- [WHAT TO DO] Return all lines of the data in which the string "compass" occurs.

- [EXCERPTED DATA]
····················
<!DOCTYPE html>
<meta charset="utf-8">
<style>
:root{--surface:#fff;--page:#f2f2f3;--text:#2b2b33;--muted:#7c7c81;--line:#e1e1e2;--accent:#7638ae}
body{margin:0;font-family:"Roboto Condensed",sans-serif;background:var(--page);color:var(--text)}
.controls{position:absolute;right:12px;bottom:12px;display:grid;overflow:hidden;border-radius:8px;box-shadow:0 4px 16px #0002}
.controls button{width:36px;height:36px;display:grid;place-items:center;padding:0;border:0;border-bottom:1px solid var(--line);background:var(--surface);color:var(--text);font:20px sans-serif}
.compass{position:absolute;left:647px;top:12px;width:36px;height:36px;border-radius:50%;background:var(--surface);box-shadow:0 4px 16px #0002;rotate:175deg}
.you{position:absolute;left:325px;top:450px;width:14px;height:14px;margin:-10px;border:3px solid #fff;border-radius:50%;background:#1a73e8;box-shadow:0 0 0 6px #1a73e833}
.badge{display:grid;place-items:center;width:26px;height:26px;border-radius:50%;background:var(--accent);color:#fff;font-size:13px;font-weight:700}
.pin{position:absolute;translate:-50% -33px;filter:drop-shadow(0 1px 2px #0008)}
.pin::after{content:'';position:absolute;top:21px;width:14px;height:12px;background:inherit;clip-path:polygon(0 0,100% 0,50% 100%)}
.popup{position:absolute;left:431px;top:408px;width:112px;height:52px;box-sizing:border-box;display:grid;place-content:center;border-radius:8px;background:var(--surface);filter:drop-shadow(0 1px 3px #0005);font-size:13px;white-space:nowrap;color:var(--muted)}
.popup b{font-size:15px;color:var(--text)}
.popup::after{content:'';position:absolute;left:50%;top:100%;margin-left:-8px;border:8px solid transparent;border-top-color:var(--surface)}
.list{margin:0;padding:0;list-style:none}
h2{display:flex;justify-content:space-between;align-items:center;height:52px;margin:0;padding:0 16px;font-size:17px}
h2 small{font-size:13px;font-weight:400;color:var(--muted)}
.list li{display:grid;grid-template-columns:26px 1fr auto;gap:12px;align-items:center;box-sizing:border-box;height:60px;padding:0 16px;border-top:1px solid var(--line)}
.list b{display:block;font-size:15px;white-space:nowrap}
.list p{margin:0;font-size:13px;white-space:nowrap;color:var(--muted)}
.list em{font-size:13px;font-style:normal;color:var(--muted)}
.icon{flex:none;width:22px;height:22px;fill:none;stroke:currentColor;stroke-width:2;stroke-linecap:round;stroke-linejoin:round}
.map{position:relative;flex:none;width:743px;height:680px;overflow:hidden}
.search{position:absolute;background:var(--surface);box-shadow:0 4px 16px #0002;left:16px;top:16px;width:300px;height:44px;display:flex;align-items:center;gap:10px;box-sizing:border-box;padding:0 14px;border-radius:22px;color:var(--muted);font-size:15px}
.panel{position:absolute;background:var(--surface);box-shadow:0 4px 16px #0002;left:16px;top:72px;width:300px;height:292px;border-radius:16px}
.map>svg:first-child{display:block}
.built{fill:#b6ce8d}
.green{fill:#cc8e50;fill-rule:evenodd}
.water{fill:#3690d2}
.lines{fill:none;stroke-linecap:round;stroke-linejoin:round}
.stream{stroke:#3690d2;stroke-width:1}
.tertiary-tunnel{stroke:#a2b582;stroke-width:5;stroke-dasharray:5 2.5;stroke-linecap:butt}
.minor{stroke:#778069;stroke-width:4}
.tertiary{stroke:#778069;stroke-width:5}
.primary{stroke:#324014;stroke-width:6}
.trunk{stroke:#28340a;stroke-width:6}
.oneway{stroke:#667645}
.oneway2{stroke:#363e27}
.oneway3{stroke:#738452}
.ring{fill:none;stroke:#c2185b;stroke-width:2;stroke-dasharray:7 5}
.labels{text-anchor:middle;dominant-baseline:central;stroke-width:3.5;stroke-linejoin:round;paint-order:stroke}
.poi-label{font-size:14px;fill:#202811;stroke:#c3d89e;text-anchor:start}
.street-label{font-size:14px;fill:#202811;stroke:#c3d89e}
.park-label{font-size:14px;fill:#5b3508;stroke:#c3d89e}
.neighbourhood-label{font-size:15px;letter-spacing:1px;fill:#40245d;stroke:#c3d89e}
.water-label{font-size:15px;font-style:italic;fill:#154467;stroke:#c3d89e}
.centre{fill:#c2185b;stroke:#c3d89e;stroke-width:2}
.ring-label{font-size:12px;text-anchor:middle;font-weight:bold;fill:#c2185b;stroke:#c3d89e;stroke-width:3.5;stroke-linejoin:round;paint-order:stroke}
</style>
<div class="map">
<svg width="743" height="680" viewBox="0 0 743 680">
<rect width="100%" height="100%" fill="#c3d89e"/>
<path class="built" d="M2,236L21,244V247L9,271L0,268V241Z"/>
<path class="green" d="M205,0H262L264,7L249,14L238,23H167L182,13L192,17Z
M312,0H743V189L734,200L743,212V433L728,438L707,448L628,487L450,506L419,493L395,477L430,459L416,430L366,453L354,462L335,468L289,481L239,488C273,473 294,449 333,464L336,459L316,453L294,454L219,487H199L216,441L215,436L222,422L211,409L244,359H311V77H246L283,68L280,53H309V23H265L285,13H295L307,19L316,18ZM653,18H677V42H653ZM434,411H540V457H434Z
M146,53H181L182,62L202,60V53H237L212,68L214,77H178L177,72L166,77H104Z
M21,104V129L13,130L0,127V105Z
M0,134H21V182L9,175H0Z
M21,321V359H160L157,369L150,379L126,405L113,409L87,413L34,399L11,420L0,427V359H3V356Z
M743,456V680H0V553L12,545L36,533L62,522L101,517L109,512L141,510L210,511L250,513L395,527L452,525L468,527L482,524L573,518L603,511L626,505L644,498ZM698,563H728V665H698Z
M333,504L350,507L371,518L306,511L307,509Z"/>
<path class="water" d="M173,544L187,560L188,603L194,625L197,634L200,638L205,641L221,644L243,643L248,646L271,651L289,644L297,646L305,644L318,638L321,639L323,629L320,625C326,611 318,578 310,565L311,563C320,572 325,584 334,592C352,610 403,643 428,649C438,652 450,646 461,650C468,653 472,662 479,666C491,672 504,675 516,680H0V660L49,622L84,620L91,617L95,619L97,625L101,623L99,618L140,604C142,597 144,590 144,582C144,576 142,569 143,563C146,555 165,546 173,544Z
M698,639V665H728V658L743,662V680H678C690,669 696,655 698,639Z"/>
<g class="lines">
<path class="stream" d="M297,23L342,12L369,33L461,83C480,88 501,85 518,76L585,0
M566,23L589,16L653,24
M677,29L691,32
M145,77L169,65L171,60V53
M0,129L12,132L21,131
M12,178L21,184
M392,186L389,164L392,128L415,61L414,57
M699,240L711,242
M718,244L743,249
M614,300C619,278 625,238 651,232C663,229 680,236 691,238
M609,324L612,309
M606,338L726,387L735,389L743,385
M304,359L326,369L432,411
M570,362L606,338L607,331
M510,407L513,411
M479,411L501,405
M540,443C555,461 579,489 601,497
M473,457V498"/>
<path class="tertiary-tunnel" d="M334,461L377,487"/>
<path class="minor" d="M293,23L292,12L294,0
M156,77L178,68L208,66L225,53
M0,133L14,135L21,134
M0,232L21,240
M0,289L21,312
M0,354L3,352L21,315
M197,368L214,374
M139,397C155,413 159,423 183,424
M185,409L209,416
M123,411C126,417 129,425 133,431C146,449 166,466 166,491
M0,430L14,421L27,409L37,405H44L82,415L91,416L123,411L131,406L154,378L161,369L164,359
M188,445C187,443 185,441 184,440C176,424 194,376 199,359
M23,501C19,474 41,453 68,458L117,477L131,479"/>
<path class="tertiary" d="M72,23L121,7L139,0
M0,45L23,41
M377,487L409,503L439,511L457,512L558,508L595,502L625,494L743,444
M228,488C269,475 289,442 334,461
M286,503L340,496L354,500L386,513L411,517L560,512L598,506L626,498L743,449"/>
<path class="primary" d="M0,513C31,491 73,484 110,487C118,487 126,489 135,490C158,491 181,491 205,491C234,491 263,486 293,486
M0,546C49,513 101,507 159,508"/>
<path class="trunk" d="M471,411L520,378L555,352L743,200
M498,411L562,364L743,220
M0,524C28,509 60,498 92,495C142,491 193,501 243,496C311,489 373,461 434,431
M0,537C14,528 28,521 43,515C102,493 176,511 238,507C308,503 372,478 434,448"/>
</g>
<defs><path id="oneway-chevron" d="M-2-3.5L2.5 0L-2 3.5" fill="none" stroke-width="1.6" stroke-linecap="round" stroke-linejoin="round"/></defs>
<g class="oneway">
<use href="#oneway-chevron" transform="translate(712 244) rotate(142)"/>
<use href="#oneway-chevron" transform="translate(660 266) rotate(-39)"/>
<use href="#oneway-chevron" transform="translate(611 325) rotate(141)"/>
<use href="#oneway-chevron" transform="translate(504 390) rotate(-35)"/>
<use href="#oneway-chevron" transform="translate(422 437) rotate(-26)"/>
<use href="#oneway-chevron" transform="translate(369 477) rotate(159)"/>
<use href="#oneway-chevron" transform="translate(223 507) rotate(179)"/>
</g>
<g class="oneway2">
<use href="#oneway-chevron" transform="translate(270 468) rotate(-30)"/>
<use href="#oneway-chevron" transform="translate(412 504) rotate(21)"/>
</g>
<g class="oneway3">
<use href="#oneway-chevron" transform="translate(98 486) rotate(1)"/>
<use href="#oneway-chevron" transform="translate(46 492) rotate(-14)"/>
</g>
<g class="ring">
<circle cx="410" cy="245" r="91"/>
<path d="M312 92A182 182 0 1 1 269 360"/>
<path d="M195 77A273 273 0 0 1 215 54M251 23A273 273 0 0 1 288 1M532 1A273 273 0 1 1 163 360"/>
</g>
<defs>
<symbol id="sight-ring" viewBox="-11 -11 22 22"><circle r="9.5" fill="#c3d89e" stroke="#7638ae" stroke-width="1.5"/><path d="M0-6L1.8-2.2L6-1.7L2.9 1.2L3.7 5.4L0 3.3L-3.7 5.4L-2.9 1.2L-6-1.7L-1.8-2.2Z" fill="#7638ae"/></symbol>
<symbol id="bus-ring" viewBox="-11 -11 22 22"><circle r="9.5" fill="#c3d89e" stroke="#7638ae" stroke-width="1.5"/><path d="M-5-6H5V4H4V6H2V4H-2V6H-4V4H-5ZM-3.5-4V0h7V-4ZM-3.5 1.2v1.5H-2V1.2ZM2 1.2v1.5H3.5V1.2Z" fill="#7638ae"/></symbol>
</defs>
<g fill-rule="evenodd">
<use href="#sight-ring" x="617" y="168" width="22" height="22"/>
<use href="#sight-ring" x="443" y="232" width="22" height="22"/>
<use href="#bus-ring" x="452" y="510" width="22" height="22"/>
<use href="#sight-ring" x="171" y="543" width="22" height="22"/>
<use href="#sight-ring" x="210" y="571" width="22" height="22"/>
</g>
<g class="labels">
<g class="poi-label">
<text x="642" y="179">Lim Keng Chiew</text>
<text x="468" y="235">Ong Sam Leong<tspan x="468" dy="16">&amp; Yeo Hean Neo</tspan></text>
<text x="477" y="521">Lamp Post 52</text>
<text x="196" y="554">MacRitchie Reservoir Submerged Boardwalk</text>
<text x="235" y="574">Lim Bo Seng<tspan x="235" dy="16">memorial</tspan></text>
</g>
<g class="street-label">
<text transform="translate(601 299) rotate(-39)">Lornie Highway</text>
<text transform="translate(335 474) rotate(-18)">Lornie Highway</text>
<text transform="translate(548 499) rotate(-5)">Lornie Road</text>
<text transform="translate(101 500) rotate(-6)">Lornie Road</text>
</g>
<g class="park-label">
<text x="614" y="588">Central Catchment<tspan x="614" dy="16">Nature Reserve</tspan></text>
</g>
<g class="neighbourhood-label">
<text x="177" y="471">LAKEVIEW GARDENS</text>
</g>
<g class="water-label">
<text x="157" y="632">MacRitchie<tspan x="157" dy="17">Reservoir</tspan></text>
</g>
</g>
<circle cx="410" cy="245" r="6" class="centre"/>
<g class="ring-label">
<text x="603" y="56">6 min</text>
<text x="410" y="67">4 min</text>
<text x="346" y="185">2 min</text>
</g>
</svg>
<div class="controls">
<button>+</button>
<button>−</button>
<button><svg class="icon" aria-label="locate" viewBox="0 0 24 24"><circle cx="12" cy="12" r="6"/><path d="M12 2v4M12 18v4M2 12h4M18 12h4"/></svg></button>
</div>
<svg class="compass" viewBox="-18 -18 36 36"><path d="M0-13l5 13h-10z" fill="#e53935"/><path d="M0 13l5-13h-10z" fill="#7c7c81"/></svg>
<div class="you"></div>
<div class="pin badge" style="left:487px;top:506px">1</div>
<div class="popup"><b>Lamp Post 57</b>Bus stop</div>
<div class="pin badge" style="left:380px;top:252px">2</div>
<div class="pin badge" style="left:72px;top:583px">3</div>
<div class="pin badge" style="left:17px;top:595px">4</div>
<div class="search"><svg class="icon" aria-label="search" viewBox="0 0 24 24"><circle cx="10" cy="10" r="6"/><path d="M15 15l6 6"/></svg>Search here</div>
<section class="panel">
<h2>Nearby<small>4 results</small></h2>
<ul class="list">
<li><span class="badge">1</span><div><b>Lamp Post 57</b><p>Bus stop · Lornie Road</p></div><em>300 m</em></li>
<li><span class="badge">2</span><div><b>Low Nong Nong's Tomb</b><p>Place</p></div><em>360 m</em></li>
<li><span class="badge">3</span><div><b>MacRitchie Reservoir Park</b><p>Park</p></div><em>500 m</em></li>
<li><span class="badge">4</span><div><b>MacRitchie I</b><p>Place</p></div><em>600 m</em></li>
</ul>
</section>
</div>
····················
- [RESULT]
.compass{position:absolute;left:647px;top:12px;width:36px;height:36px;border-radius:50%;background:var(--surface);box-shadow:0 4px 16px #0002;rotate:175deg}
<svg class="compass" viewBox="-18 -18 36 36"><path d="M0-13l5 13h-10z" fill="#e53935"/><path d="M0 13l5-13h-10z" fill="#7c7c81"/></svg>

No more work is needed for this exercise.